Rattrapage : Loving, de Jeff Nichols

Publié par yoyo114 sur 21 Janvier 2019, 21:27pm

Catégories : #Dossiers Ciné

Bien que suivant avec intérêt la carrière de Jeff Nichols, j'avais manqué son dernier film en date, Loving, sorti en France en février 2017. En partie parce que les films de ce cinéastes sont encore relativement peu distribués en France. Mais cela ne m'excuse qu'en partie, puisque j'ai à proximité de chez moi des cinémas à la programmation plus que variée. A vrai dire, j'avais peur d'être déçu par ce cinquième long-métrage, qui semblait le prototype même du film à Oscars conçu pour faire pleurer dans les chaumières. La presse, par ailleurs, avait diversement reçu Loving lors de sa diffusion au Festival de Cannes. Pour toutes ces raisons, j'ai raté ma chance en 2017, et je n'ai réparé mon erreur que deux ans plus tard. Car oui, c'était une erreur, et il va falloir ajouter à ma liste de bonnes résolutions (actuellement vide) de me tenir à distance des journaux avant la sortie d'un film.

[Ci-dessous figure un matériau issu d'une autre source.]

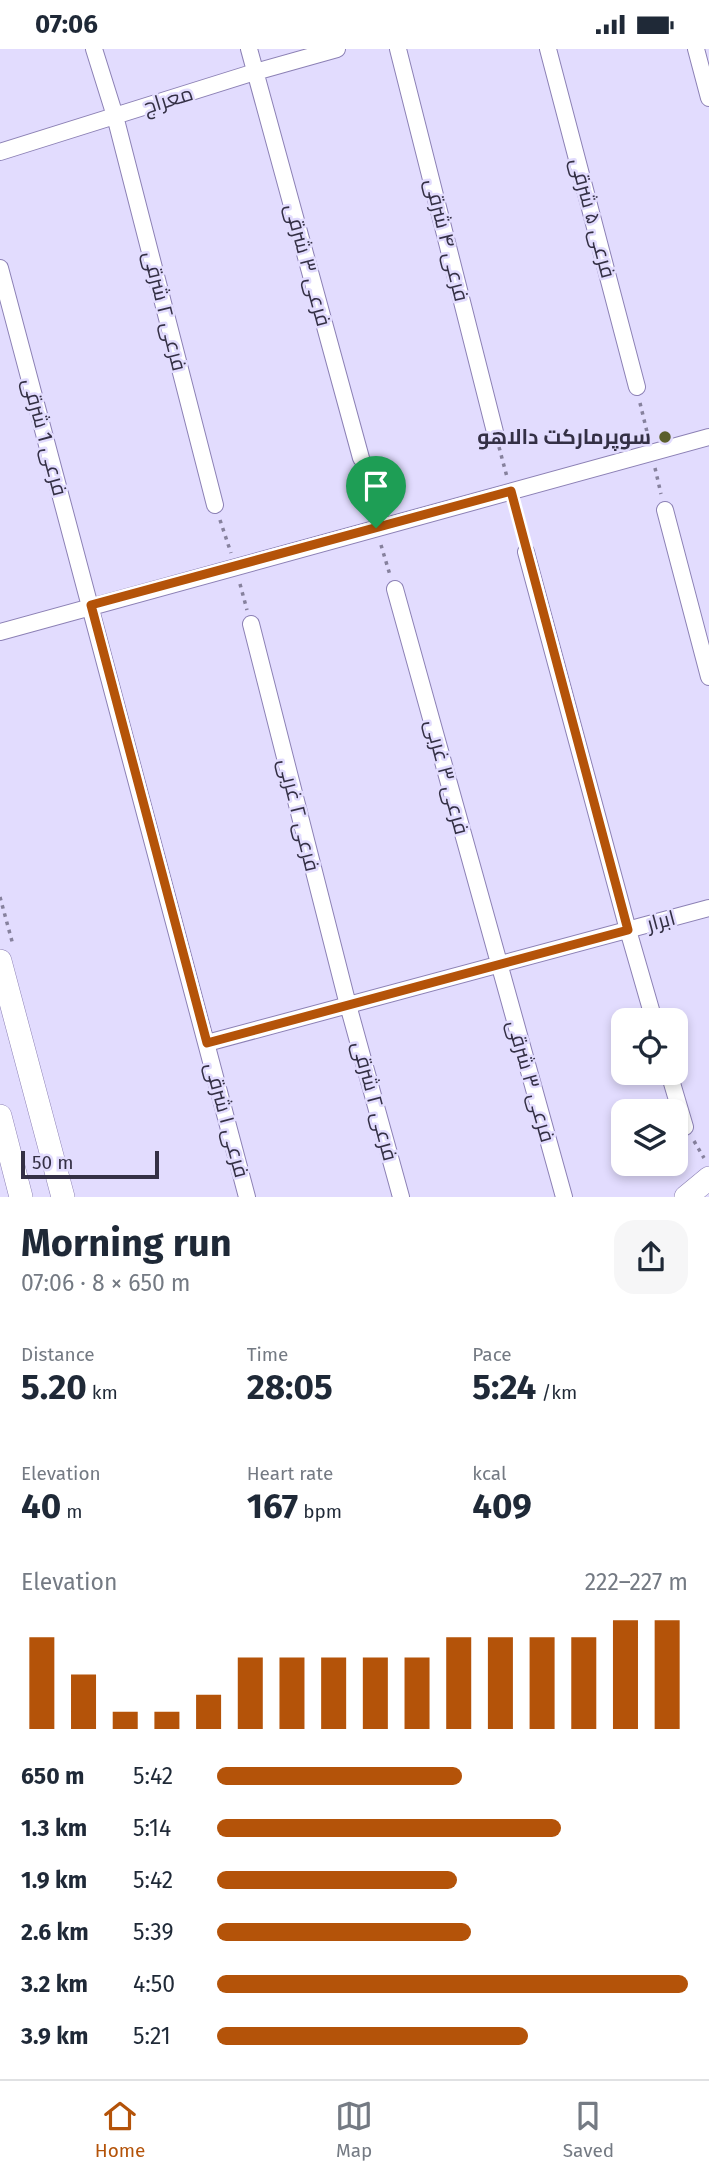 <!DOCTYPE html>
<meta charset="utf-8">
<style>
:root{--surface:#fff;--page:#f6f6f7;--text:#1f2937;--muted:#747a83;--line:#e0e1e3;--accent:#b45309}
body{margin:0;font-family:"Fira Sans",Cairo,sans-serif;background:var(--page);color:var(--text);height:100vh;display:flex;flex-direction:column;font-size:26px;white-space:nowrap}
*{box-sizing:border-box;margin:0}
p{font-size:23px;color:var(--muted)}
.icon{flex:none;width:38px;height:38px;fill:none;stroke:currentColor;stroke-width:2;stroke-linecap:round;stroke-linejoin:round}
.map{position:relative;height:1148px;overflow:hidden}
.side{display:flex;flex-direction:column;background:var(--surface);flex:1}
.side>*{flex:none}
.controls{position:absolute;left:611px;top:959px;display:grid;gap:14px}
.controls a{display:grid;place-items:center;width:77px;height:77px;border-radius:14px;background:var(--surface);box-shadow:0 4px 10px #0003;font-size:35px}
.scale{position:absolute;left:21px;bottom:18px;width:138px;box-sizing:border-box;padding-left:7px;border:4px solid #343045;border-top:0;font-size:19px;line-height:24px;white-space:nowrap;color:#343045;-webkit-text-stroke:5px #e2dcfe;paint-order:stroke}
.pin{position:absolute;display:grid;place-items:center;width:60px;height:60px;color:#fff;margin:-72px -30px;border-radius:50% 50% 50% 0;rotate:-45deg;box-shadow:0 0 7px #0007}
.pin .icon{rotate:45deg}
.round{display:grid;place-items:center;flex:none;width:74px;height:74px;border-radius:21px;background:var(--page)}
.headline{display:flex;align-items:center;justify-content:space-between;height:119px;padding:0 21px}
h1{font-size:38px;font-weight:700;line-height:52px}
.metrics{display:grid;grid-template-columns:repeat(3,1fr);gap:10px;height:119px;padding:7px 21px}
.metrics div{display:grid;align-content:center}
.metrics b{font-size:35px;font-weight:700}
.metrics small{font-size:19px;font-weight:400}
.metrics p{font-size:19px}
.chart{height:196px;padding:14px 21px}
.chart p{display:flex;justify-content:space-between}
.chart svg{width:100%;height:126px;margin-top:7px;stroke:var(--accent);stroke-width:6}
ul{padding:0 21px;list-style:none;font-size:23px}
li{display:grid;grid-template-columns:112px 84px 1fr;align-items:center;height:52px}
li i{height:18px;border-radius:9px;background:var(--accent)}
.status{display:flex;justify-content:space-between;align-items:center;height:49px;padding:0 35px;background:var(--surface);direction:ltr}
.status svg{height:19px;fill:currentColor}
.tabs{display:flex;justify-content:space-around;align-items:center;height:98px;border-top:2px solid var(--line);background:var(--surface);font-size:19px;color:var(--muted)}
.tabs a{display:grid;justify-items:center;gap:4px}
.tabs .active{color:var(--accent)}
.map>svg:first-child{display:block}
</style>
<div class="status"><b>07:06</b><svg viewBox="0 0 49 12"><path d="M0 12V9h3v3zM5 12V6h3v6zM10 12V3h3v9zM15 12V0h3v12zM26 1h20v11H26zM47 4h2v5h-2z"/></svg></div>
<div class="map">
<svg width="709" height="1148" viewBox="0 0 709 1148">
<rect width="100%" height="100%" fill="#e2dcfe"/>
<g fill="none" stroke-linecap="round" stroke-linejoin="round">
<g stroke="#8c81b5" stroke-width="18">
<path id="street" d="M94,0l21,67 100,389
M249,0l112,409
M398,0l97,383
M548,0l89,338
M696,0l13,49
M0,103l255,-80 82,-23
M0,219l247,929
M665,461l44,167
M526,503l102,378 26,90
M395,540l169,608
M251,575l97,381 53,192
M0,583l709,-195
M207,994l502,-135
M669,1024l16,54"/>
</g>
<g stroke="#8c81b5" stroke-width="24">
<path id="secondary" d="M0,912l63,236
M0,1067l21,81
M686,1148l23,-19"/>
</g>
<path stroke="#86819d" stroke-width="3.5" stroke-dasharray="3.5 5" stroke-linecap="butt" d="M640,354l8,33
M499,398l8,30
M655,419l6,26
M365,425l8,40
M515,459l8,30
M220,471l11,33
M381,496l9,30
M240,535l7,26
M0,848l13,48
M694,1092l10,17"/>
<use href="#street" stroke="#fff" stroke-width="16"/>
<use href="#secondary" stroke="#fff" stroke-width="23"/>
</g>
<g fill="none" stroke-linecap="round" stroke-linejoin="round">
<g stroke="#fff" stroke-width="14">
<path id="route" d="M511,442l117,439 -421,113 -116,-438z"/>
</g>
<use href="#route" stroke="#b45309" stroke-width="9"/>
</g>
<circle fill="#5b5f2d" stroke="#e2dcfe" stroke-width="2.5" cx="665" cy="388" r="7"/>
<g text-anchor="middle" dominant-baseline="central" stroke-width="5" stroke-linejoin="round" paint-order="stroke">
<g font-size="21" fill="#343045" stroke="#e2dcfe">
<text transform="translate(168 51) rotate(-17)">معراج</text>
<text transform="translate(593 169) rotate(75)">فرعی ۵ شرقی</text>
<text transform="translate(447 191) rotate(76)">فرعی ۴ شرقی</text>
<text transform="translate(308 216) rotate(75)">فرعی ۳ شرقی</text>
<text transform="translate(165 262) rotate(76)">فرعی ۲ شرقی</text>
<text transform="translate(45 388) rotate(75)">فرعی 1 شرقی</text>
<text transform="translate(447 728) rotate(75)">فرعی ۳ غربی</text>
<text transform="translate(299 766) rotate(76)">فرعی ۲ غربی</text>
<text transform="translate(661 872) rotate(-15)">ابرار</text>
<text transform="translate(531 1032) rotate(74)">فرعی ۳ شرقی</text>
<text transform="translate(375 1052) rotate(75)">فرعی ۲ شرقی</text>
<text transform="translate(227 1071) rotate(75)">فرعی ۱ شرقی</text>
</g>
<g font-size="21" font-weight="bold" fill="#343045" stroke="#e2dcfe" text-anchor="end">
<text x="651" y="388">سوپرمارکت دالاهو</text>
</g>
</g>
</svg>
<div class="controls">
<a><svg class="icon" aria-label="locate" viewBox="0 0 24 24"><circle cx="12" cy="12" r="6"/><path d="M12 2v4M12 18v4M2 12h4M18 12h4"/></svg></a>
<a><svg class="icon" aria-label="layers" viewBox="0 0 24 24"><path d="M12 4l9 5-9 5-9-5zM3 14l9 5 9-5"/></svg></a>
</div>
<div class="scale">50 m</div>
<div class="pin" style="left:376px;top:479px;background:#1e9e55"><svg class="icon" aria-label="arrive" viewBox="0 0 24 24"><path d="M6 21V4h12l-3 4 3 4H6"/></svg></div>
</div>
<section class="side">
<div class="headline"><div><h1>Morning run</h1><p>07:06 · 8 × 650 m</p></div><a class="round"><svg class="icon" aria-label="share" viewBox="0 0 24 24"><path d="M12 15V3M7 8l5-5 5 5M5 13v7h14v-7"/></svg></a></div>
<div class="metrics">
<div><p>Distance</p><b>5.20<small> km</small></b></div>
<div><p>Time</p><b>28:05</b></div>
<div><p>Pace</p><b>5:24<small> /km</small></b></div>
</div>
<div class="metrics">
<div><p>Elevation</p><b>40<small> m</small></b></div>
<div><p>Heart rate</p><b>167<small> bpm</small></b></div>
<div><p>kcal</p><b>409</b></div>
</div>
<div class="chart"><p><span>Elevation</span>222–227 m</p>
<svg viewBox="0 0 160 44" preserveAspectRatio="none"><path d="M5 44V12M15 44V25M25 44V38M35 44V38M45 44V32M55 44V19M65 44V19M75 44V19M85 44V19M95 44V19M105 44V12M115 44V12M125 44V12M135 44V12M145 44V6M155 44V6"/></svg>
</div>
<ul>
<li><b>650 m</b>5:42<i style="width:52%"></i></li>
<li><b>1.3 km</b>5:14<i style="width:73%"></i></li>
<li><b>1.9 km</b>5:42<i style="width:51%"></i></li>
<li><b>2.6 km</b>5:39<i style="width:54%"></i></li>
<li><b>3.2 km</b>4:50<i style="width:100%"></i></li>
<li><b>3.9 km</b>5:21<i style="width:66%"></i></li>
</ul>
</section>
<nav class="tabs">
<a class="active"><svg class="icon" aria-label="home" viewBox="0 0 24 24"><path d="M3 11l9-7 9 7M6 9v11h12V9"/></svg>Home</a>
<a><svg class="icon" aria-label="map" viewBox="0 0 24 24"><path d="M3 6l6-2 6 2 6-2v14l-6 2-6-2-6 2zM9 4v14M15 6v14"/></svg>Map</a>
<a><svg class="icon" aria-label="saved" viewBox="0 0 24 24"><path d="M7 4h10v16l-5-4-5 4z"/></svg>Saved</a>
</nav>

Loving serait donc académique, sage et ennuyeux ? Eh non, c'est même tout l'inverse. Dans chacun de ses films, Nichols s'inscrit dans un genre précis (la SF, l'aventure, le thriller) et y insuffle son style et ses thèmes de prédilection. Il le fait certes avec modestie, mais avec une inventivité et une inspiration constantes. Loving ne déroge pas à la règle. Nichols s'efface en partie derrière son sujet, mais sa patte demeure intacte : il signe un film splendide qui, l'air de rien, survole presque toute la concurrence. 

 

Le film raconte l'histoire vraie d'un couple mixte : Richard Loving, un blanc, et Mildred Loving, une noire. Le mariage mixte étant interdit en 1958 dans l'état de Virginie, les Loving partent à Washington pour célébrer leur union. Mais à leur retour, ils sont arrêtés par la police, et sommés de quitter l'Etat, sous peine d'être condamnés à un an de prison ferme. Contraints de trouver refuge chez des cousins, les Loving vont entamer une longue bataille juridique afin de pouvoir rentrer chez eux.

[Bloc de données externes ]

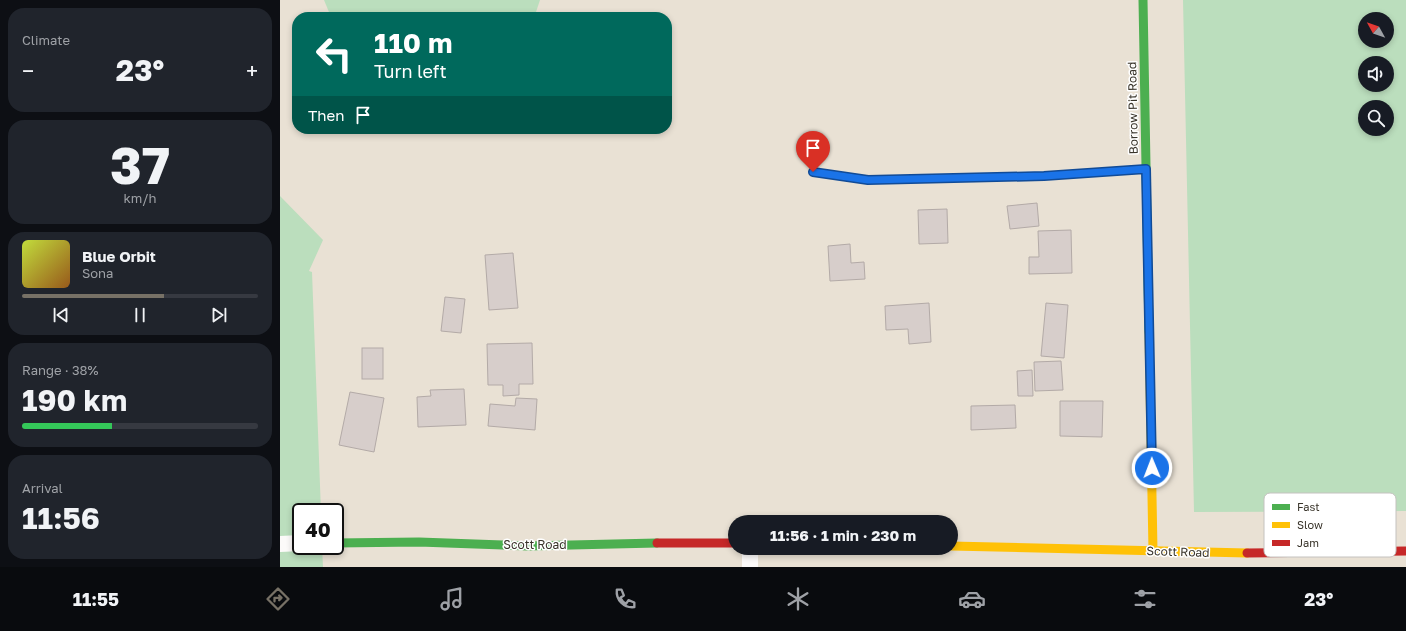 <!DOCTYPE html>
<html lang="en">
<head>
<meta charset="utf-8">
<style>
  :root { --surface:#171b24; --page:#20242c; --text:#f1f3f6; --muted:#9ea1a6; --line:#363941; --accent:#777166 }
  body { margin:0; font-family:"Golos Text",sans-serif; background:var(--page); color:var(--text); height:100vh; display:flex; flex-direction:column; font-size:15px; white-space:nowrap }
  * { box-sizing:border-box; margin:0 }
  p { font-size:13px; color:var(--muted) }
  .icon { flex:none; width:22px; height:22px; fill:none; stroke:currentColor; stroke-width:2; stroke-linecap:round; stroke-linejoin:round }
  .map { position:relative; flex:1; overflow:hidden }
  .sheet { display:flex; flex-direction:column; gap:8px; padding:8px; background:#0d0f14; width:280px }
  .sheet>* { flex:none }
  .hud { position:absolute; left:12px; top:12px; width:380px; height:122px; border-radius:16px; box-shadow:0 2px 6px #0003; background:#00695c; color:#fff; overflow:hidden }
  .needle { width:26px; rotate:310deg }
  .tools { position:absolute; left:1078px; top:12px; display:grid; gap:8px }
  .tools a { display:grid; place-items:center; width:36px; height:36px; border-radius:50%; background:var(--surface); box-shadow:0 2px 6px #0003; font-size:20px }
  .speed { position:absolute; left:12px; top:503px; display:flex; gap:8px; font-size:20px; font-weight:700; text-align:center }
  .speed>* { display:grid; place-content:center; width:52px; height:52px; border-radius:50%; background:var(--surface); box-shadow:0 2px 6px #0003; line-height:1 }
  .speed .limit { border:2px solid #111; border-radius:6px; background:#fff; color:#111 }
  .pin { position:absolute; display:grid; place-items:center; width:34px; height:34px; color:#fff; margin:-41px -17px; border-radius:50% 50% 50% 0; rotate:-45deg; box-shadow:0 0 4px #0007 }
  .pin .icon { rotate:45deg }
  .me { position:absolute; width:44px; margin:-22px; rotate:359deg; stroke-linejoin:round; filter:drop-shadow(0 0 3px #0008) }
  .turn { display:flex; align-items:center; gap:14px; height:84px; padding:0 16px; font-size:18px }
  .turn .icon { width:52px; height:52px; stroke-width:2.5 }
  .turn b { display:block; font-size:28px; line-height:34px }
  .then { display:flex; align-items:center; height:38px; padding:0 16px; background:#0003; gap:8px; font-size:15px }
  .big { font-size:30px; font-weight:700; line-height:1.1 }
  .sheet .widget { flex:1; display:flex; flex-direction:column; justify-content:center; gap:6px; min-width:0; padding:0 14px; border-radius:16px; background:var(--page) }
  .sheet .dial { align-items:center; gap:0 }
  .dial b { font-size:52px; line-height:1 }
  .song { display:flex; align-items:center; gap:12px }
  .cover { width:48px; height:48px; border-radius:6px; background:linear-gradient(135deg,hsl(70 70% 55%),hsl(30 70% 35%)) }
  .played { height:4px; border-radius:2px; background:linear-gradient(90deg,var(--accent) 60%,var(--line) 60%) }
  .keys { display:flex; justify-content:space-around; direction:ltr }
  .heat { display:flex; justify-content:space-between; align-items:center; font-size:22px; direction:ltr }
  .charge { height:6px; border-radius:3px; background:linear-gradient(90deg,#34c759 38%,var(--line) 0) }
  .trip { position:absolute; left:448px; top:515px; width:230px; height:40px; border-radius:20px; background:var(--surface); box-shadow:0 2px 6px #0003; font-weight:700; line-height:40px; text-align:center }
  .dock { display:flex; height:64px; justify-content:space-around; align-items:center; background:#090b0e; color:var(--muted) }
  .dock .icon { width:28px; height:28px }
  .dock .current { color:var(--accent) }
  .dock b { font-size:18px; color:var(--text) }
  main { display:flex; flex:1; min-height:0 }
  .map>svg:first-child { display:block }
</style>
</head>
<body>
<main>
<section class="sheet">
<div class="widget"><p>Climate</p>
<div class="heat"><a>−</a><b class="big">23°</b><a>+</a></div>
</div>
<div class="widget dial"><b>37</b><p>km/h</p></div>
<div class="widget">
<div class="song"><i class="cover"></i><div><b>Blue Orbit</b><p>Sona</p></div></div>
<div class="played"></div>
<div class="keys"><svg class="icon" aria-label="previous" viewBox="0 0 24 24"><path d="M18 5L8 12l10 7zM5 5v14"/></svg><svg class="icon" aria-label="pause" viewBox="0 0 24 24"><path d="M8 5v14M16 5v14"/></svg><svg class="icon" aria-label="next" viewBox="0 0 24 24"><path d="M6 5l10 7-10 7zM19 5v14"/></svg></div>
</div>
<div class="widget"><p>Range · 38%</p><b class="big">190 km</b><div class="charge"></div></div>
<div class="widget"><p>Arrival</p><b class="big">11:56</b></div>
</section>
<div class="map">
<svg width="1126" height="567" viewBox="0 0 1126 567">
  <rect width="100%" height="100%" fill="#e9e1d4"/>
  <g fill="#bbdebd" fill-rule="evenodd">
    <polygon points="44,0 260,0 255,15 242,17 51,17"/>
    <path d="M 903,0 L 1126,0 L 1126,511 L 914,512 ZM 1085,19 L 1107,19 L 1107,41 L 1085,41 ZM 1085,63 L 1107,63 L 1107,85 L 1085,85 ZM 1085,107 L 1107,107 L 1107,129 L 1085,129 Z"/>
    <polygon points="0,196 43,240 29,271 32,272 41,512 21,512 21,546 42,546 43,567 0,567"/>
  </g>
  <g fill="#d7cecb" stroke="#b3aaa7">
    <polygon points="757,203 759,226 730,229 727,206"/>
    <polygon points="667,209 668,243 639,244 638,210"/>
    <polygon points="791,230 792,273 749,274 749,257 759,257 758,231"/>
    <polygon points="570,244 571,263 584,262 585,279 550,281 548,246"/>
    <polygon points="233,253 238,308 209,310 205,255"/>
    <polygon points="165,297 185,299 181,333 161,331"/>
    <polygon points="649,303 651,342 629,344 628,329 606,330 605,306"/>
    <polygon points="766,303 788,305 784,358 761,356"/>
    <polygon points="252,343 253,384 239,384 239,395 223,396 223,385 208,385 207,344"/>
    <rect x="82" y="348" width="21" height="31"/>
    <polygon points="781,361 783,390 755,391 754,362"/>
    <polygon points="752,370 753,396 738,396 737,371"/>
    <polygon points="184,389 186,425 138,427 137,397 151,396 150,390"/>
    <polygon points="70,392 104,398 94,452 59,445"/>
    <polygon points="236,398 257,399 255,430 208,426 210,404 235,406"/>
    <polygon points="780,401 823,401 822,437 780,436"/>
    <polygon points="735,405 736,428 691,430 691,406"/>
  </g>
  <g fill="none" stroke-linecap="round" stroke-linejoin="round">
    <polyline stroke="#fcfaf9" stroke-width="8" points="533,172 588,180 764,176 866,169"/>
    <g stroke="#fcfaf9" stroke-width="16">
      <polyline points="0,544 21,543"/>
      <polyline points="470,548 470,567"/>
    </g>
    <g stroke="#4caf50" stroke-width="9">
      <polyline points="863,0 869,332"/>
      <polyline points="55,543 139,542 248,546 377,543"/>
    </g>
    <g stroke="#ffc107" stroke-width="9">
      <polyline points="869,332 873,551"/>
      <polyline points="671,546 967,553"/>
    </g>
    <g stroke="#c62828" stroke-width="9">
      <polyline points="377,543 455,543"/>
      <polyline points="967,553 1126,551"/>
    </g>
  </g>
  <g fill="none" stroke-linecap="round" stroke-linejoin="round">
    <defs>
      <polyline id="route" points="533,172 588,180 764,176 866,169 872,468"/>
    </defs>
    <use href="#route" stroke="#114b97" stroke-width="10"/>
    <use href="#route" stroke="#1a73e8" stroke-width="7"/>
  </g>
  <g text-anchor="middle" stroke-width="3" stroke-linejoin="round" paint-order="stroke">
    <g font-size="12" fill="#39342a" stroke="#fff">
      <text transform="translate(853 108) rotate(-91)" y="4">Borrow Pit Road</text>
      <text x="255" y="549">Scott Road</text>
      <text transform="translate(898 552) rotate(2)" y="4">Scott Road</text>
    </g>
  </g>
  <rect x="984" y="493" width="132" height="64" rx="6" fill="#fff" stroke="#c4c2bf" stroke-width="1"/>
  <rect x="992" y="504" width="18" height="6" fill="#4caf50"/>
  <rect x="992" y="522" width="18" height="6" fill="#ffc107"/>
  <rect x="992" y="540" width="18" height="6" fill="#c62828"/>
  <g font-size="11" fill="#39342a">
    <text x="1017" y="511">Fast</text>
    <text x="1017" y="529">Slow</text>
    <text x="1017" y="547">Jam</text>
  </g>
</svg>
<div class="tools">
<a><svg class="needle" viewBox="-14 -14 28 28"><path d="M0-13l5 13h-10z" fill="#e53935"/><path d="M0 13l5-13h-10z" fill="#9ea1a6"/></svg></a>
<a><svg class="icon" aria-label="sound" viewBox="0 0 24 24"><path d="M4 9h4l5-4v14l-5-4H4zM17 9q2 3 0 6"/></svg></a>
<a><svg class="icon" aria-label="search" viewBox="0 0 24 24"><circle cx="10" cy="10" r="6"/><path d="M15 15l6 6"/></svg></a>
</div>
<div class="speed"><div class="limit">40</div></div>
<div class="pin" style="left:533px;top:172px;background:#d93025"><svg class="icon" aria-label="arrive" viewBox="0 0 24 24"><path d="M6 21V4h12l-3 4 3 4H6"/></svg></div>
<svg class="me" style="left:872px;top:468px" viewBox="-20 -20 40 40"><circle r="17" fill="#1a73e8" stroke="#fff" stroke-width="3"/><path d="M0-11L8 9 0 5-8 9z" fill="#fff"/></svg>
<div class="trip">11:56 · 1 min · 230 m</div>
<div class="hud">
<div class="turn"><svg class="icon" aria-label="left" viewBox="0 0 24 24"><path d="M17 20v-9H6M10 6l-5 5 5 5"/></svg><div><b>110 m</b>Turn left</div></div>
<div class="then">Then<svg class="icon" aria-label="arrive" viewBox="0 0 24 24"><path d="M6 21V4h12l-3 4 3 4H6"/></svg></div>
</div>
</div>
</main>
<nav class="dock">
<b>11:55</b>
<svg class="icon current" aria-label="directions" viewBox="0 0 24 24"><path d="M12 3l9 9-9 9-9-9zM9 14v-3h6M13 9l2 2-2 2"/></svg>
<svg class="icon" aria-label="music" viewBox="0 0 24 24"><path d="M9 18V5l10-2v13"/><circle cx="6" cy="18" r="3"/><circle cx="16" cy="16" r="3"/></svg>
<svg class="icon" aria-label="phone" viewBox="0 0 24 24"><path d="M5 4h4l2 5-3 2q2 4 5 5l2-3 5 2v4C11 20 4 13 5 4z"/></svg>
<svg class="icon" aria-label="climate" viewBox="0 0 24 24"><path d="M12 3v18M4 7l16 10M4 17L20 7"/></svg>
<svg class="icon" aria-label="car" viewBox="0 0 24 24"><path d="M5 17H2v-5l4-1 3-4h7l3 4 3 1v5h-3M9 17h6M6 11h13"/><circle cx="7" cy="17" r="2"/><circle cx="17" cy="17" r="2"/></svg>
<svg class="icon" aria-label="filters" viewBox="0 0 24 24"><path d="M4 7h16M4 17h16"/><circle cx="9" cy="7" r="2"/><circle cx="15" cy="17" r="2"/></svg>
<b>23°</b>
</nav>
</body>
</html>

C'est une des premières choses qui frappent au visionnage : le couple, tel qu'il est dépeint, n'est pas militant. Leur mariage n'est pas un acte politique destiné à faire abroger la loi. Ils se marient avec la conviction que ça ne gênera personne, parce qu'ils ne sont que de "petites gens". Une fois ostracisés, c'est Mildred, en voyant germer le mouvement des droits civiques, qui envisage de réclamer justice. Mais encore une fois, c'est une démarche pudique, notamment de la part du mari, qui n'aime pas se mettre en avant. D'où peut-être la déception d'une partie du public et de la presse : le film évoque à peine le procès, préférant se concentrer sur le portrait du couple au quotidien. Que d'efforts, d'ailleurs, dans la bande-annonce, pour nous vendre un film édifiant d'après une incroyable histoire vraie... Soit tout ce que le film n'est pas. Ce que montre Nichols, avec une simplicité désarmante, c'est simplement un couple qui s'aime, et qui subsiste malgré la lassitude et les épreuves. A l'avocat qui lui demande s'il a un message à transmettre à la cour suprême, Richard répond, simplement : "dites-leur que j'aime ma femme". Toute l'ambition du film tient dans cette phrase. Opposer la sérénité d'un amour à l'absurdité d'un système. 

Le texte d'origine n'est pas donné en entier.